Aaaaaaaaaaaaaaaaaaaaaaaaaaaaaaaaaaaaaaaaaaaaaaaaaaaaaaaaaaaaaaaaaaaaaaaa

Aaa

/0x61/0x61/0x61/0x61/0x61/0x61/0x61/0x61/0x61/0x61/0x61/0x61/0x61/0x61/0 x

X61/0x61

/0x61/0x61/0x61/0x61/0x61/0x61/0x61/0x61/0x61/0x61/0x61/0x61/0x61/0x61/0 x

X61/0x61

Here, the familiar dialog box "this program has performed illegal operations..." appears ...", Great. Click the details button to see that the EIP value is 0x61616161. Haha, the return address will be displayed in the dialog box. This function is very good. We can select a sequence input string to precisely determine the offset location for storing the returned address.

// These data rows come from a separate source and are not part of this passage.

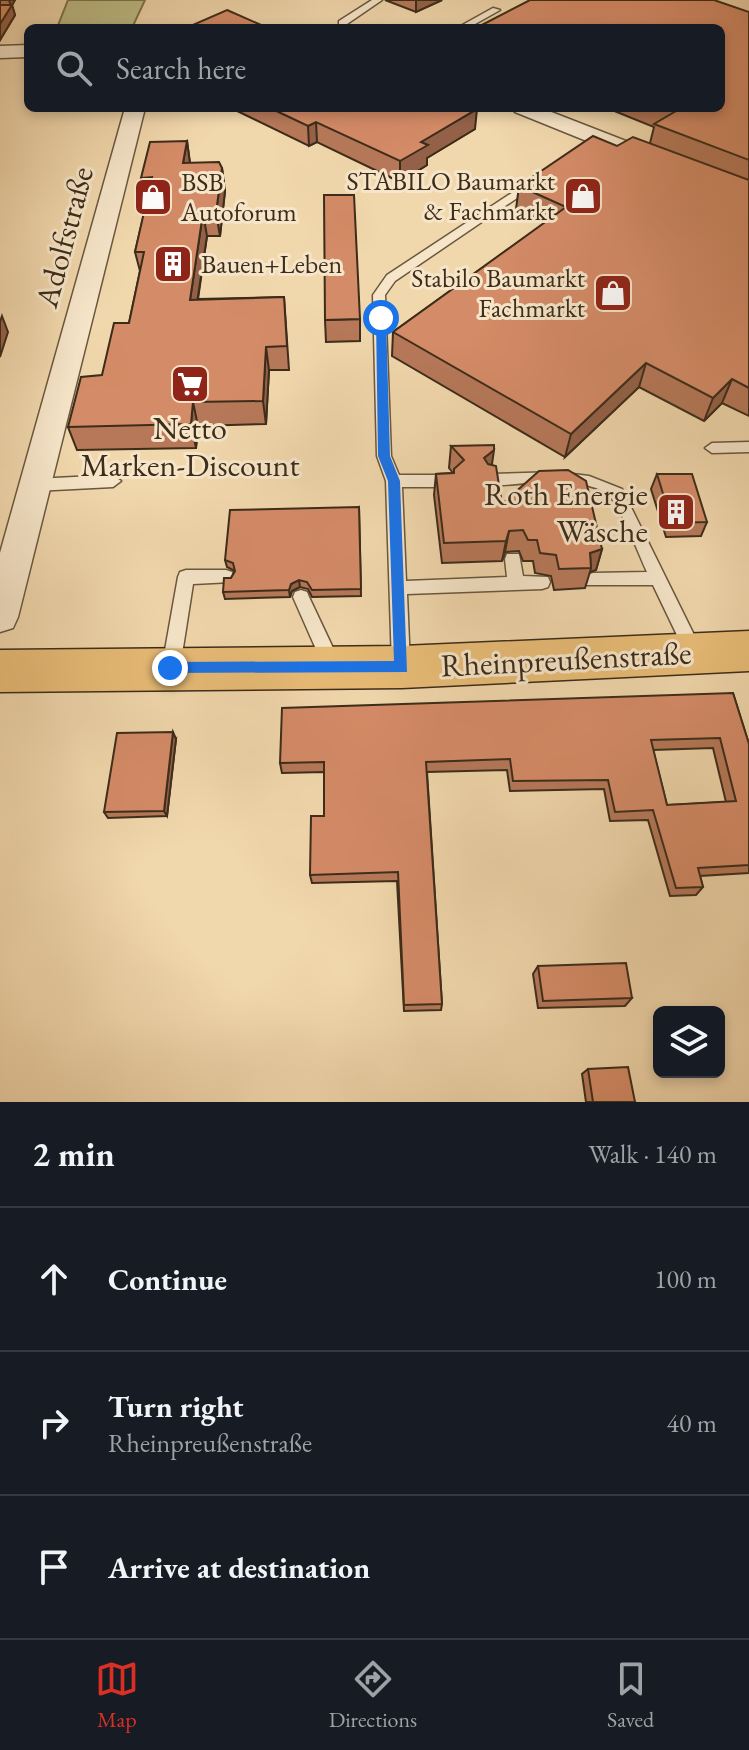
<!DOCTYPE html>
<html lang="en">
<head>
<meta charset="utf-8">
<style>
  :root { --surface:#171b24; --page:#242831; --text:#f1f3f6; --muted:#9ea1a6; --line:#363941; --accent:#d93025 }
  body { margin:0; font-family:"EB Garamond",serif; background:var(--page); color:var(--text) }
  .controls { position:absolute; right:24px; bottom:24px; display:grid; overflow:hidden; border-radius:12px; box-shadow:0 4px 12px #0003 }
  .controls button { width:72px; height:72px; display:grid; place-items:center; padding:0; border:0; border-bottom:2px solid var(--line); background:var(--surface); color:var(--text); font:40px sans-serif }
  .stop { position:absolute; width:24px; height:24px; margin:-18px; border:6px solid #1a73e8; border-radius:50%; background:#fff }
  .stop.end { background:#1a73e8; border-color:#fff; box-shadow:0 2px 8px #0008 }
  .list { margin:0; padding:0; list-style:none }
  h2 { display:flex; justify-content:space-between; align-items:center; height:104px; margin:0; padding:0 32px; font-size:34px }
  h2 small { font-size:26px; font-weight:400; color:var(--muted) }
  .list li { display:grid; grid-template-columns:52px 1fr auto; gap:24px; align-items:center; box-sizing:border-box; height:144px; padding:0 32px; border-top:2px solid var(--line) }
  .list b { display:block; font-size:30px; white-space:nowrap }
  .list p { margin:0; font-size:26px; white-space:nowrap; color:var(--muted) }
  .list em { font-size:26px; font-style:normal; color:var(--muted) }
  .icon { flex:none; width:44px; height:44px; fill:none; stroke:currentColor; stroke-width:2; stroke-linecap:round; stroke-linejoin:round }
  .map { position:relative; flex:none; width:749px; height:1102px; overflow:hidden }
  .search { position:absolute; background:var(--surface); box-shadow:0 4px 12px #0003; left:24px; right:24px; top:24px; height:88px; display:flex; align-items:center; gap:20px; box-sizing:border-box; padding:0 28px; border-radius:12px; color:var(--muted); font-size:30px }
  .sheet { height:536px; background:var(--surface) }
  nav { display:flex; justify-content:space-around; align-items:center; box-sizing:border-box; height:112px; border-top:2px solid var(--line); background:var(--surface); font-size:22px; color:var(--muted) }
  nav a { display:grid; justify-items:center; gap:4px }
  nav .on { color:var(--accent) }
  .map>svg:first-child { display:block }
  .green { fill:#bebd86; stroke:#7d7450; stroke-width:2 }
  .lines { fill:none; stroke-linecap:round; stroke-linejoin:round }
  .service-casing { stroke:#69573e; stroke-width:3 }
  .minor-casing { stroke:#69573e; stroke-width:3 }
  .primary-casing { stroke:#3c2c1a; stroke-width:3 }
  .service { fill:#f6e5c9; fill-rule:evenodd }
  .minor { fill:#f6e5c9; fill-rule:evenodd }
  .primary { fill:#e8bc76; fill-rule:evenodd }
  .wall { fill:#b67859; stroke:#3c2c1a; stroke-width:2; fill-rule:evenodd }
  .shaded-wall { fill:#946148; stroke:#3c2c1a; stroke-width:2 }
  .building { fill:#d48b67; stroke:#3c2c1a; stroke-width:2; fill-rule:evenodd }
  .route { fill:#1a73e8 }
  .labels { text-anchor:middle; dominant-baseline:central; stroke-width:6; stroke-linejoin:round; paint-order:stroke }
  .far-poi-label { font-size:26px; fill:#3c2c1a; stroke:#f6e5c9; text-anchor:end }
  .street-label { font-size:32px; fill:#3c2c1a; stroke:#f6e5c9 }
  .poi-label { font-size:32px; fill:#3c2c1a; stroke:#f6e5c9 }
</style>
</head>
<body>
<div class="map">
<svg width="749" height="1102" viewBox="0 0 749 1102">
  <rect width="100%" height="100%" fill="#f1d7ac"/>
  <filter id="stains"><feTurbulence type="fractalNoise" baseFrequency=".0025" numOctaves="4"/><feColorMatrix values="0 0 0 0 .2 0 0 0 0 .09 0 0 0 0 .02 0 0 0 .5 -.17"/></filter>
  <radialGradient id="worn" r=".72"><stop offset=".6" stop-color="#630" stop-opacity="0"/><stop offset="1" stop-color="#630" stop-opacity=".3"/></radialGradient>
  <path class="green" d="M68,0H145L132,28H57Z"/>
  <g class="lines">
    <g class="service-casing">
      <g id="service">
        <path d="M372,0H382L347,24V28H339V21Z"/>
        <path d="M493,8L500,10L468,28H457Z"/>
        <path d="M533,179L542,181L395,281L385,295L391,456L399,475H451L459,481L451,487H402L406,581L507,577L505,559L507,554H519L523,576L548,577L550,582L548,587L542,589L407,594L410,665L407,670L401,673L395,670L392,665L386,481L377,456L373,295L387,275Z"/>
        <path d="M749,442V452L712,453L705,448L712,443Z"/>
        <path d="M557,472L589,476L622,489L702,651L699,656L693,658L687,656L653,585H587L585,580L587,575L593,573L647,572C637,551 625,516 612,499C594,474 520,484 492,486L484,480L492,474Z"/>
        <path d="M113,475L121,481L113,487L35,491L27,485L35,479Z"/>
        <path d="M186,570H226L232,572L234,577L232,582L193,584L180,667L177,672L171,675L165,672L162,667L178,577L180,572Z"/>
        <path d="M301,590L307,592L309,597L341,665L338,670L332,673L326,670L323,665L293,597L295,592Z"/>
      </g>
    </g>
    <g class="minor-casing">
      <g id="minor">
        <path d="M28,45V57L0,58V46Z"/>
        <path d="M125,108H145L18,617L13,628L0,632V553Z"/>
        <path d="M512,108H541L667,157L670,162L659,169L651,167L515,112Z"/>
      </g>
    </g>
    <g class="primary-casing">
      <path id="primary" d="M749,631V671L402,688L0,692V650L402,646Z"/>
    </g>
    <use href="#service" class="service"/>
    <use href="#minor" class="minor"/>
    <use href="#primary" class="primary"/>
  </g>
  <g class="wall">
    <path d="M0,0H15L12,5L15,15L0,40Z"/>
    <path d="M385,0H442L416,12Z"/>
    <path d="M749,12V416L722,403L704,421L639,387L565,457L392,356L393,332L545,223L516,209L519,186L617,146L650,143L654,127L607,108H721Z"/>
    <path d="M231,108H475V129L427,158V165L400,182L317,142L309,146Z"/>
    <path d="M187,141L190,163L222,168L225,191L220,236H207L198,299L284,297L289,370H269L266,424L198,426L196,448L77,450L68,427L102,375L129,323L140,271L135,252L147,201L141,178Z"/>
    <path d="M360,319V341L326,342L325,320Z"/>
    <path d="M451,446L492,465L502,504L602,549L596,570L590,572L585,588L554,590L551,576L535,573L533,561H523L519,551L505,552L502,561L442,563L434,495L436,474L453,473L449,468Z"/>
    <path d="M657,474L707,522L701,536L666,537L651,489Z"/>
    <path d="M359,507L361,596L312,597L308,589L300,587L292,591L290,597L225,599L223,592L235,571L227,567L225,560Z"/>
    <path d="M733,693L749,744V873L700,876L703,887L696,895L670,896L648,820L610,821L604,789L510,791L507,770L427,772L442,1004L441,1010L404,1011L397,881L312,883L310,875L324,816V772L282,773L280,763ZM713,748L726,802L667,805L653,750Z"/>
    <path d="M176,739L167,816L108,818L104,812Z"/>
    <path d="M538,966L632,998L625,1006L538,1008L533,974Z"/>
    <path d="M588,1069L635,1102H586L582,1074Z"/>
  </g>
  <g class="shaded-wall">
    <path d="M9,0H15L12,5L15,15L0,40V24L11,6Z"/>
    <path d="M416,0H442L416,12Z"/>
    <path d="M477,109L475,129L427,158V165L400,182V161L421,142Z"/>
    <path d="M316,122L317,142L309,146L308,126Z"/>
    <path d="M187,141L190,164L183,163Z"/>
    <path d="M222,168L225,191L220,236L216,213Z"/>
    <path d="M203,213L207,236L194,323L190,300Z"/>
    <path d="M2,316L8,332L0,357V322Z"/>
    <path d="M266,347L269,370L266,424L263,401Z"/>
    <path d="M646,363L639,387L565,457L571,434Z"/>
    <path d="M732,379L722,403L704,421L713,398Z"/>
    <path d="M193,402L198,426L196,448L191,424Z"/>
    <path d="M494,450L491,471L484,458Z"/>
    <path d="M509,531L505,552L502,561L506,541Z"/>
    <path d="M602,549L596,570L590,572L591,568L590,553Z"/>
    <path d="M299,580L300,587L292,591L290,597L289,590L291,584Z"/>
    <path d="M173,732L176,739L167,816L164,811Z"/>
  </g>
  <g class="building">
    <path d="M530,0H714L749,12V160L654,124L676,111L668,108H721V28H476Z"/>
    <path d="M0,5H12L0,24Z"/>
    <path d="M227,10L268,28H204L195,24Z"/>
    <path d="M270,108H475L477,109L421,142L428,145L400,161L316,122L308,126Z"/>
    <path d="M593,136L617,146L633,137L749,180V388L732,379L713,398L646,363L571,434L393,332L566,207L519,186Z"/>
    <path d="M187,141L183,163L219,162L222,168L216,213H203L190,300L284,297L287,346L266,347L263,401L193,402L191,424L68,427L81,377L102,375L114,323H129L144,252H135L152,177L141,178L150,142Z"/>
    <path d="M324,195H354L360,319L325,320Z"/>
    <path d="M494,445V450L484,458L488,464L496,466L502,504L539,471L568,470L586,481L602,549L590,553L591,568L559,569L556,555L540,553L537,540H528L523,530L509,531L506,541L444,543L436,474L454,473V469L464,460L451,446Z"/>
    <path d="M657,474H692L707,522L672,523Z"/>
    <path d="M359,507L361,589L312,590L307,582L299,580L291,584L289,590L223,592L224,578H231L235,571L233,563L225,560L230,510Z"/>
    <path d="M733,693L749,744V865L698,868L703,887L676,888L653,810L615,812L608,780L513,781L510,759L426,762L442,1004L404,1005L398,872L310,875L311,816H324V762L280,763L282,708ZM720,738L736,801L667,805L651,740Z"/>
    <path d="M173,732L164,811L104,812L117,733Z"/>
    <path d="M626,963L632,998L543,1001L538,966Z"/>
    <path d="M628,1067L635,1102H593L588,1069Z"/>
  </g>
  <path class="route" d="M381,315L386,318L390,456L400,481L407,672L165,673L163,668L170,662L394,661L388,481L378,456L376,318Z"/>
  <defs>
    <g id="shop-square" transform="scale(2)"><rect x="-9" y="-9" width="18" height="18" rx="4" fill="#8f2418" stroke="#f6e5c9"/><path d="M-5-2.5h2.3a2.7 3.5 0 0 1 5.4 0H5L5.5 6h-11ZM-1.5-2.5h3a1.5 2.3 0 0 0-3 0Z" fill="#fff"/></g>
    <g id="building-square" transform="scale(2)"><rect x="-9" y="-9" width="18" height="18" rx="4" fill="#8f2418" stroke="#f6e5c9"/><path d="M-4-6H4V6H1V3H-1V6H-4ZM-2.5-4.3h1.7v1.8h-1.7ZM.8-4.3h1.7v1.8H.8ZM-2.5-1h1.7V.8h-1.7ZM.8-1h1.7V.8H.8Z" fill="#fff"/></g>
    <g id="supermarket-square" transform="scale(2)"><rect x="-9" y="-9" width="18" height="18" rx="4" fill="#8f2418" stroke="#f6e5c9"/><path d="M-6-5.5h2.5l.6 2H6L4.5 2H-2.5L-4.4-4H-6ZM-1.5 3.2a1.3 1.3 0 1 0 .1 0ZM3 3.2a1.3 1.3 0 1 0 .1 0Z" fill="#fff"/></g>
  </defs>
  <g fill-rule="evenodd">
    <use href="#shop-square" x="583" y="196"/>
    <use href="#shop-square" x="153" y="197"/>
    <use href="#building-square" x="173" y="264"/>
    <use href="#shop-square" x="613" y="293"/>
    <use href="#supermarket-square" x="190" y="384"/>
    <use href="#building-square" x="676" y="512"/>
  </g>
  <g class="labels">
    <g class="far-poi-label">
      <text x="555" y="181">STABILO Baumarkt<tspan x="555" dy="30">&amp; Fachmarkt</tspan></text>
      <text x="181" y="182" text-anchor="start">BSB<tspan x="181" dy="30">Autoforum</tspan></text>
      <text x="201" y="264" text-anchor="start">Bauen+Leben</text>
      <text x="585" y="278">Stabilo Baumarkt<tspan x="585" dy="30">Fachmarkt</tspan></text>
    </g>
    <g class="street-label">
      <text transform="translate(64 237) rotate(-75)">Adolfstraße</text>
      <text transform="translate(566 659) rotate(-3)">Rheinpreußenstraße</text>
    </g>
    <g class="poi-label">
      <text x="190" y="428">Netto<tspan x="190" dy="37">Marken-Discount</tspan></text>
      <text x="648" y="494" text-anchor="end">Roth Energie<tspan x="648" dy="37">Wäsche</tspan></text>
    </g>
  </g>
  <rect width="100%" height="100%" filter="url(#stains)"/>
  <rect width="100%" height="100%" fill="url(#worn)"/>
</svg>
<div class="controls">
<button><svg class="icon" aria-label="layers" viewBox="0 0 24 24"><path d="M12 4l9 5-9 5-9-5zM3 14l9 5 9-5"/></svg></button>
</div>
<div class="stop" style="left:381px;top:318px"></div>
<div class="stop end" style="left:170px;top:668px"></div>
<div class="search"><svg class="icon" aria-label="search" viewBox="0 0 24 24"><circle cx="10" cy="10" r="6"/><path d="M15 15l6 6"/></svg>Search here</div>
</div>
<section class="sheet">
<h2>2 min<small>Walk · 140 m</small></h2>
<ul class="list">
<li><svg class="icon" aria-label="ahead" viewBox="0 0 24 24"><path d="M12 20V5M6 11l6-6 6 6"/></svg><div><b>Continue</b></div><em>100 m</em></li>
<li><svg class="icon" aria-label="right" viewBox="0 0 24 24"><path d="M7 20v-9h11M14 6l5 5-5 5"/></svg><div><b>Turn right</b><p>Rheinpreußenstraße</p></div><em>40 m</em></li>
<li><svg class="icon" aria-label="arrive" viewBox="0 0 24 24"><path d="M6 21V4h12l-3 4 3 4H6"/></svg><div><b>Arrive at destination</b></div></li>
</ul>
</section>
<nav>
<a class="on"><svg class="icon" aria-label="map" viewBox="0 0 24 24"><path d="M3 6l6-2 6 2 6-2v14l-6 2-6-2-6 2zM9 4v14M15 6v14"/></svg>Map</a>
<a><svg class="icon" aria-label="directions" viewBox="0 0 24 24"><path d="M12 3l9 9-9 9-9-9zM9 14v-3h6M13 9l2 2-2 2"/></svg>Directions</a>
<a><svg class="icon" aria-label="saved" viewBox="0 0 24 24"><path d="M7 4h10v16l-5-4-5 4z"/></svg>Saved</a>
</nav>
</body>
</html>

C:/Program Files/DevStudio/MyProjects/bo/Debug> vunera ~ 1

12345678910111213141516171819202122232425262728293031323334353637383940

/0x31/0x32/0x33/0x34/0x35/0x36/0x37/0x38/0x39/0x31/0x30/0x31/0x31/0x31/0 x

X32/0x31

/0x33/0x31/0x34/0x31/0x35/0x31/0x36/0x31/0x37/0x31/0x38/0x31/0x39/0x32/0 x

X30/0x32

Here, the familiar dialog box "modifying the program has performed illegal operations..." appears ...", Click the details button. The details are as follows:

VUNERABLE module in 00de: 32363235

<Unknown> leading to invalid page error.

Registers:

EAX = 00000005 CS = 017f EIP = 32363235 EFLGS = 00000246

EBX = 00540000 SS = 0187 ESP = 0064fe00 EBP = 32343233

ECX = 00000020 DS = 0187 ESI = 816 bffcc FS = 11df

EDX = 00411a68 ES = 0187 EDI = 00000000 GS = 0000

Bytes at CS: EIP:

Stack dump:

32383237 33303339 33323331 33343333 33363335 33383337 c0000005

0064ff68

0064fe0c 0064fc30 0064ff68 004046f4 0040f088 00000000 0064ff78

Bff8b86c

Oh, the content of the EIP is 0x32363235, that is, 2625, and the content of the EBP is 0x32343233, that is, 2423. In the stack, the offset starting from the name variable address is 36, which is the EBP address, and the offset starting from the name variable address is 40, which is the ret address. We can enter the shellcode we carefully compiled for the name array. We only need to place the start address of name in the address 40 of the overflow string. What is the start address of name? Through the stack dump above, we can see that the current ESP point to the address 0x0064fe00, the content is 0x32383237, then the calculation result is that the start address of name is: 0x0064fe00-44 = 0x64fdd4. In windows, other running processes remain unchanged. Every time we run vunera ~ The starting address of stack 1 is the same. That is to say, the name address for each run is 0x64fdd4. At this point, you must have discovered the following situation: in the win system, due to address conflict detection, register images and Stack Images when an error occurs, this allows us to precisely analyze the overflow offset address of the stack overflow vulnerability. This allows us to find the stack overflow vulnerability accurately and conveniently.

OK, everything is ready, only shellcode is needed.